Types of Acceleration
According to A Nation Deceived, forms of academic acceleration include
- Early admission to kindergarten/elementary/middle/high school/college
- Continuous progress (the teacher controls the pace of progress)
- Self-paced instruction (the student controls the pace of progress)
- Subject matter acceleration (e.g., a fourth grade student taking a sixth grade math class)
- Combined classes (e.g., grouping multiple grade-levels together that leads to academic interaction with older students)Curriculum compacting (less time spent on things like introduction, review, and practice)
- Telescoping curriculum (e.g., completing a year’s math class in a single semester)Mentoring (partnering a student with an expert for more in-depth learning experiences)
- Extracurricular programs (courses and instruction that occur outside the normal school day)

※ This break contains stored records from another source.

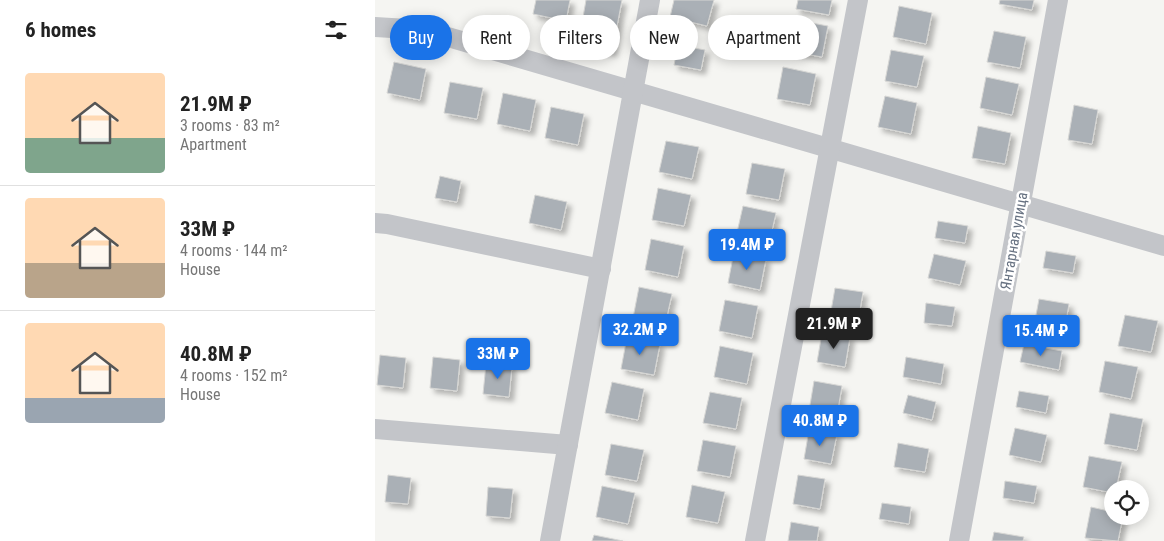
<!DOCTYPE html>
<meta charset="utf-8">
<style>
:root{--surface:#fff;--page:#f6f6f6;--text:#222;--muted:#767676;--line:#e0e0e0;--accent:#1a73e8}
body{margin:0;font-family:"Roboto Condensed",sans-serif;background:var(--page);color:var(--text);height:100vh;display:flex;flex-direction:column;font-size:19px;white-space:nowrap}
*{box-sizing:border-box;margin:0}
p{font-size:16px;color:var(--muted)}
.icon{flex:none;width:28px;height:28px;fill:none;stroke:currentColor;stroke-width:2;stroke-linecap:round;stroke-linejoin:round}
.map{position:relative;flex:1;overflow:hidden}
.sheet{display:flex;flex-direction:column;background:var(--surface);width:375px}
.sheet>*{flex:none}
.guide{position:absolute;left:15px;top:15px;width:475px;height:45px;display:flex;gap:10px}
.controls{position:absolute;left:729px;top:480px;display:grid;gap:10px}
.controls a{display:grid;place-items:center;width:45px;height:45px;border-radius:50%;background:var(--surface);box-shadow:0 2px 12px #0003;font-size:25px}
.price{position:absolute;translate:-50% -42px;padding:0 11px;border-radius:5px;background:var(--accent);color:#fff;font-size:16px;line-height:32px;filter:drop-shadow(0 1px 2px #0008)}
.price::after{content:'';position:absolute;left:50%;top:30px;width:15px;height:11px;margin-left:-8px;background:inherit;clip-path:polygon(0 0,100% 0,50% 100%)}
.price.selected{background:#222;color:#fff}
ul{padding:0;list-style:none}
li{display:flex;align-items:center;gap:15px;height:125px;padding:0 25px}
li+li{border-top:1px solid var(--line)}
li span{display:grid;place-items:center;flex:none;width:140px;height:100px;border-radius:5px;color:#555}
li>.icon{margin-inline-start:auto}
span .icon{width:60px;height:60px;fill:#fffc;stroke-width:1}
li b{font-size:21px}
h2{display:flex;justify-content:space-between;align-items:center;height:60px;padding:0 25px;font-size:21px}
.chip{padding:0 18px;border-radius:22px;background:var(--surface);box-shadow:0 2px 12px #0003;font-size:18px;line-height:45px}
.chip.selected{background:var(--accent);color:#fff}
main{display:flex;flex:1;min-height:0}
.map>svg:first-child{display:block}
.building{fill:#aab0b6;stroke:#d6d6d4;filter:url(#shadow)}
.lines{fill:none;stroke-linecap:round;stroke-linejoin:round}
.street{stroke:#c3c5c9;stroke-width:20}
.labels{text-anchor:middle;stroke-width:5;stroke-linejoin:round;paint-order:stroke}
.street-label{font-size:15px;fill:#667181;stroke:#fff}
</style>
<main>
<section class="sheet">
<h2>6 homes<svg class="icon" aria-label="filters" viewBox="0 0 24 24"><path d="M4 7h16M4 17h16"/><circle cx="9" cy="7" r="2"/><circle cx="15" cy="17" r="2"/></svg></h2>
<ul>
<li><span style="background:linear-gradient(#ffd9b3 65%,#7fa58c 0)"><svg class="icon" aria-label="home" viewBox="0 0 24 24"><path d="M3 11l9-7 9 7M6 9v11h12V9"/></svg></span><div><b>21.9M ₽</b><p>3 rooms · 83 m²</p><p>Apartment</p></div></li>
<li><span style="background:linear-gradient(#ffd9b3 65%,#b9a48a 0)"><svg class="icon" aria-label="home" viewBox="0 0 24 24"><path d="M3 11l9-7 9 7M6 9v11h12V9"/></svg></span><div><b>33M ₽</b><p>4 rooms · 144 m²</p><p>House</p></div></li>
<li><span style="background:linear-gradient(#ffd9b3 75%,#9aa5b1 0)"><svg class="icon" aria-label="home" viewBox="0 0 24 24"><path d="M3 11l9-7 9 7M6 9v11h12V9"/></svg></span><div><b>40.8M ₽</b><p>4 rooms · 152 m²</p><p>House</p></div></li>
</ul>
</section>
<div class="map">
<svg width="789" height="541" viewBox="0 0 789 541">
<defs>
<filter id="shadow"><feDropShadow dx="4.5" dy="4.5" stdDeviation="2.5" flood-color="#0004"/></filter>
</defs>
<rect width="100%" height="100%" fill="#f5f5f2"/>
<g class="building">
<polygon points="161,0 195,0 191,21 158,14"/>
<polygon points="211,0 247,0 237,52 203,46"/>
<polygon points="299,0 339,0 332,26 295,17"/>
<polygon points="423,0 457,0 454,15 421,9"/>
<polygon points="625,0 659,0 657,10 624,4"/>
<polygon points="524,6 557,13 551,44 518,37"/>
<polygon points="420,20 453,26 447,57 414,51"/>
<polygon points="619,31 651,37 645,68 612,62"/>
<polygon points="303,45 330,50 326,70 299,65"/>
<polygon points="516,50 549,56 542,87 510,81"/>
<polygon points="19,62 51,69 45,100 12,93"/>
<polygon points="408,67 441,74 435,105 402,99"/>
<polygon points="611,77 644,84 637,115 605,108"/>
<polygon points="75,82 108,88 102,119 69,113"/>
<polygon points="128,93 161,100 155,131 122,124"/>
<polygon points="510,96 542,103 536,134 503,127"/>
<polygon points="699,105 723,110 717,144 693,140"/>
<polygon points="176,107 209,114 203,145 170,138"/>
<polygon points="603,126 636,133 630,164 597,158"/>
<polygon points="291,141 324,147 317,179 284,172"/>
<polygon points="377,163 410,169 404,200 371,194"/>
<polygon points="65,176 86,181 82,202 60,198"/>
<polygon points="283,188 316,195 309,226 277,220"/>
<polygon points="160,195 192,202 186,230 154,223"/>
<polygon points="368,206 401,213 394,244 361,237"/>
<polygon points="563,221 593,226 590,243 560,238"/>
<polygon points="276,239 309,246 303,277 270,270"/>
<polygon points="671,251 701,256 698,273 668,268"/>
<polygon points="359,252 391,259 385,290 353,283"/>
<polygon points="559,254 591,261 585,285 553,278"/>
<polygon points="264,287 297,294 290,325 258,318"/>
<polygon points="460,288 488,292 483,322 455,317"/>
<polygon points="664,299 694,304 691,321 661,315"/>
<polygon points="350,300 383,306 377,338 344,331"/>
<polygon points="551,303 580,307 577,326 549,323"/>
<polygon points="750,315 783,321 776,352 743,346"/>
<polygon points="447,333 475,337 470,367 442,362"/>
<polygon points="252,337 285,344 279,375 246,369"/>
<polygon points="649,344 687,351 684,370 645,362"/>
<polygon points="345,346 378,353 372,384 339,377"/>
<polygon points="5,355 31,358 28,388 2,385"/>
<polygon points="58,357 85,360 82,391 55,388"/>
<polygon points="531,357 569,364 566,384 528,377"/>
<polygon points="730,361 763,367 756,399 724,392"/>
<polygon points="111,364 137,366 134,397 108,394"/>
<polygon points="439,381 467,386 462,415 434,411"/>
<polygon points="237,382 269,389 263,420 230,413"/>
<polygon points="644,391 674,396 671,413 641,407"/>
<polygon points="335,392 367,398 361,429 328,423"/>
<polygon points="533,395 561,402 557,420 528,413"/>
<polygon points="735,413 768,419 762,450 729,444"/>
<polygon points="640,428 672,435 666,462 634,455"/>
<polygon points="434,430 462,434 456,464 429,459"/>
<polygon points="328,440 361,446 355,477 322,471"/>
<polygon points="523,443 554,449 550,472 519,467"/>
<polygon points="236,444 269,450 262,481 230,475"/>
<polygon points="714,456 747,462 741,489 738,489 738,493 708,487"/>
<polygon points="13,475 36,478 33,504 10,502"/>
<polygon points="423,475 450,479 445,509 418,504"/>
<polygon points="630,481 662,486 659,503 628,498"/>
<polygon points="317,485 350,492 343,523 311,517"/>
<polygon points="227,486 260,493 253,524 221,517"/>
<polygon points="113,487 138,489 135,518 111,516"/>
<polygon points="507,503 536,507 534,524 504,519"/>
<polygon points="716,507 738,512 738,516 748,516 743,541 710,538"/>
<polygon points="416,522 444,527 442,541 413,541"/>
<polygon points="619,532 649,537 648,541 617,541"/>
<polygon points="219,535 248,541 217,541"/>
</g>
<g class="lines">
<g class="street">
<polyline points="0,27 49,30 789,246"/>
<polyline points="0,223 12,224 226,269"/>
<polyline points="0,429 193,445"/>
<polyline points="175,541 275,0"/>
<polyline points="380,541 483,0"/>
<polyline points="584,541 683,0"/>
</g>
</g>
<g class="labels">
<g class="street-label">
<text transform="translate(639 241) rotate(-80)" y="5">Янтарная улица</text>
</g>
</g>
</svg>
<div class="controls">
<a><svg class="icon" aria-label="locate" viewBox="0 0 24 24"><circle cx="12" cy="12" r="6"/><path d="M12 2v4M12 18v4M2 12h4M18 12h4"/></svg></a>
</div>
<b class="price" style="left:372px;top:271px">19.4M ₽</b>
<b class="price selected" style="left:459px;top:350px">21.9M ₽</b>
<b class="price" style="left:265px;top:356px">32.2M ₽</b>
<b class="price" style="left:666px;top:357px">15.4M ₽</b>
<b class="price" style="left:123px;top:380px">33M ₽</b>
<b class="price" style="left:445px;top:447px">40.8M ₽</b>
<div class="guide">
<a class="chip selected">Buy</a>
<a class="chip">Rent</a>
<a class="chip">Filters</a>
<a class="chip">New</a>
<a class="chip">Apartment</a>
</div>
</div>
</main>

- Correspondence courses (these are now typically online courses)
- Early graduation
- Concurrent/Dual enrollment (enrolling in college courses while still in high school)
- Advanced Placement
- Credit by examination (e.g., skipping algebra by taking the final exam and scoring sufficiently high)
- Acceleration in college (often achieved through dual enrollment, Advanced Placement, or taking additional classes)
Obviously, not all schools offer all types of acceleration options and many may not meet the individual educational needs of each student. For example, grade skipping may partially help an academically talented student but if she learns material very quickly, she may soon begin to outperform even her older classmates, despite having skipped a grade. This does not mean that grade skipping is not effective; it just may not be the appropriate accelerative strategy for that particular student. Similarly, self-paced learning requires the student to know when he should progress and when he needs to spend additional time learning the material at hand. He may have the ability to learn the material while not necessarily having the ability to accurately assess appropriate pacing.
Despite strong empirical support, some school policies still cling to traditional age-grouping. Resistance to acceleration may stem from the fact that it can require substantial extra work for school personnel, many of whom may not have much experience with accelerating students. Because of this, it is very important to work with school personnel appropriately to maximize the match between accelerative strategy and individual student need.